• _Try it_: Return each entry precisely as it appears below.

• _Source material_:
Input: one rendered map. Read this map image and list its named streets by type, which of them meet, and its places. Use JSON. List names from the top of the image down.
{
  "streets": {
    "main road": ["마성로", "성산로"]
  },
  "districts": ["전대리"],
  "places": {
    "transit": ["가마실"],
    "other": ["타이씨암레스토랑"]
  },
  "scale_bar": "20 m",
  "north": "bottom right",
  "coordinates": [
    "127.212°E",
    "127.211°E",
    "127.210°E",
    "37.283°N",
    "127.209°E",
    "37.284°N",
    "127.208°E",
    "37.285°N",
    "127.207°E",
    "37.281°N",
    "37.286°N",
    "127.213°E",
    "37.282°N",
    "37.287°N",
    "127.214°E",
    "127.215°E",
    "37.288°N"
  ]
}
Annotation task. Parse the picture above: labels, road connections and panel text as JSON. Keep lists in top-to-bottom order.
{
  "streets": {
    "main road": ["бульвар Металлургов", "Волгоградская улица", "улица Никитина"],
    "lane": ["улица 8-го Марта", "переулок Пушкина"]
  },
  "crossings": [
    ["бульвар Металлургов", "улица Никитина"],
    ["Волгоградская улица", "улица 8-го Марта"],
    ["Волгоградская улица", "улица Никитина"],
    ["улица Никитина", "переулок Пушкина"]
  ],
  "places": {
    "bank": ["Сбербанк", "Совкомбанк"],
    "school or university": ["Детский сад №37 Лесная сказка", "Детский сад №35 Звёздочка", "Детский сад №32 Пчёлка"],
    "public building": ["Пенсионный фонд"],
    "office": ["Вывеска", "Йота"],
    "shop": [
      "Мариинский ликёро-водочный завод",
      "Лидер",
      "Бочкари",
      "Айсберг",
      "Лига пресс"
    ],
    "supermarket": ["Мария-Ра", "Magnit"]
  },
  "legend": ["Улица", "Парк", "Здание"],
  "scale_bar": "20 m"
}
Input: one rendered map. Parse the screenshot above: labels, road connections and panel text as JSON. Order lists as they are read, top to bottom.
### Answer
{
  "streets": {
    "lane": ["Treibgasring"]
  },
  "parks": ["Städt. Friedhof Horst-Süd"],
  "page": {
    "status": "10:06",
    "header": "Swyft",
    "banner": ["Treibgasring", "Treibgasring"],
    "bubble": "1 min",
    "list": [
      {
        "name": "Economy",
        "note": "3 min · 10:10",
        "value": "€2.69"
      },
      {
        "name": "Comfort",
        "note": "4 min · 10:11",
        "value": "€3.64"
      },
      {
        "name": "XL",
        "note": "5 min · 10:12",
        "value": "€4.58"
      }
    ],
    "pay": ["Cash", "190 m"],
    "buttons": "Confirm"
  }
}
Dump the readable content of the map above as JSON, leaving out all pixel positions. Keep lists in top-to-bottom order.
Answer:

• _Your solution_:
Input: one rendered map. Read this map image and list its named streets by type, which of them meet, and its places. Use JSON. List names from the top of the image down.
{
  "streets": {
    "main road": ["마성로", "성산로"]
  },
  "districts": ["전대리"],
  "places": {
    "transit": ["가마실"],
    "other": ["타이씨암레스토랑"]
  },
  "scale_bar": "20 m",
  "north": "bottom right",
  "coordinates": [
    "127.212°E",
    "127.211°E",
    "127.210°E",
    "37.283°N",
    "127.209°E",
    "37.284°N",
    "127.208°E",
    "37.285°N",
    "127.207°E",
    "37.281°N",
    "37.286°N",
    "127.213°E",
    "37.282°N",
    "37.287°N",
    "127.214°E",
    "127.215°E",
    "37.288°N"
  ]
}
Annotation task. Parse the picture above: labels, road connections and panel text as JSON. Keep lists in top-to-bottom order.
{
  "streets": {
    "main road": ["бульвар Металлургов", "Волгоградская улица", "улица Никитина"],
    "lane": ["улица 8-го Марта", "переулок Пушкина"]
  },
  "crossings": [
    ["бульвар Металлургов", "улица Никитина"],
    ["Волгоградская улица", "улица 8-го Марта"],
    ["Волгоградская улица", "улица Никитина"],
    ["улица Никитина", "переулок Пушкина"]
  ],
  "places": {
    "bank": ["Сбербанк", "Совкомбанк"],
    "school or university": ["Детский сад №37 Лесная сказка", "Детский сад №35 Звёздочка", "Детский сад №32 Пчёлка"],
    "public building": ["Пенсионный фонд"],
    "office": ["Вывеска", "Йота"],
    "shop": [
      "Мариинский ликёро-водочный завод",
      "Лидер",
      "Бочкари",
      "Айсберг",
      "Лига пресс"
    ],
    "supermarket": ["Мария-Ра", "Magnit"]
  },
  "legend": ["Улица", "Парк", "Здание"],
  "scale_bar": "20 m"
}
Input: one rendered map. Parse the screenshot above: labels, road connections and panel text as JSON. Order lists as they are read, top to bottom.
### Answer
{
  "streets": {
    "lane": ["Treibgasring"]
  },
  "parks": ["Städt. Friedhof Horst-Süd"],
  "page": {
    "status": "10:06",
    "header": "Swyft",
    "banner": ["Treibgasring", "Treibgasring"],
    "bubble": "1 min",
    "list": [
      {
        "name": "Economy",
        "note": "3 min · 10:10",
        "value": "€2.69"
      },
      {
        "name": "Comfort",
        "note": "4 min · 10:11",
        "value": "€3.64"
      },
      {
        "name": "XL",
        "note": "5 min · 10:12",
        "value": "€4.58"
      }
    ],
    "pay": ["Cash", "190 m"],
    "buttons": "Confirm"
  }
}
Dump the readable content of the map above as JSON, leaving out all pixel positions. Keep lists in top-to-bottom order.
Answer:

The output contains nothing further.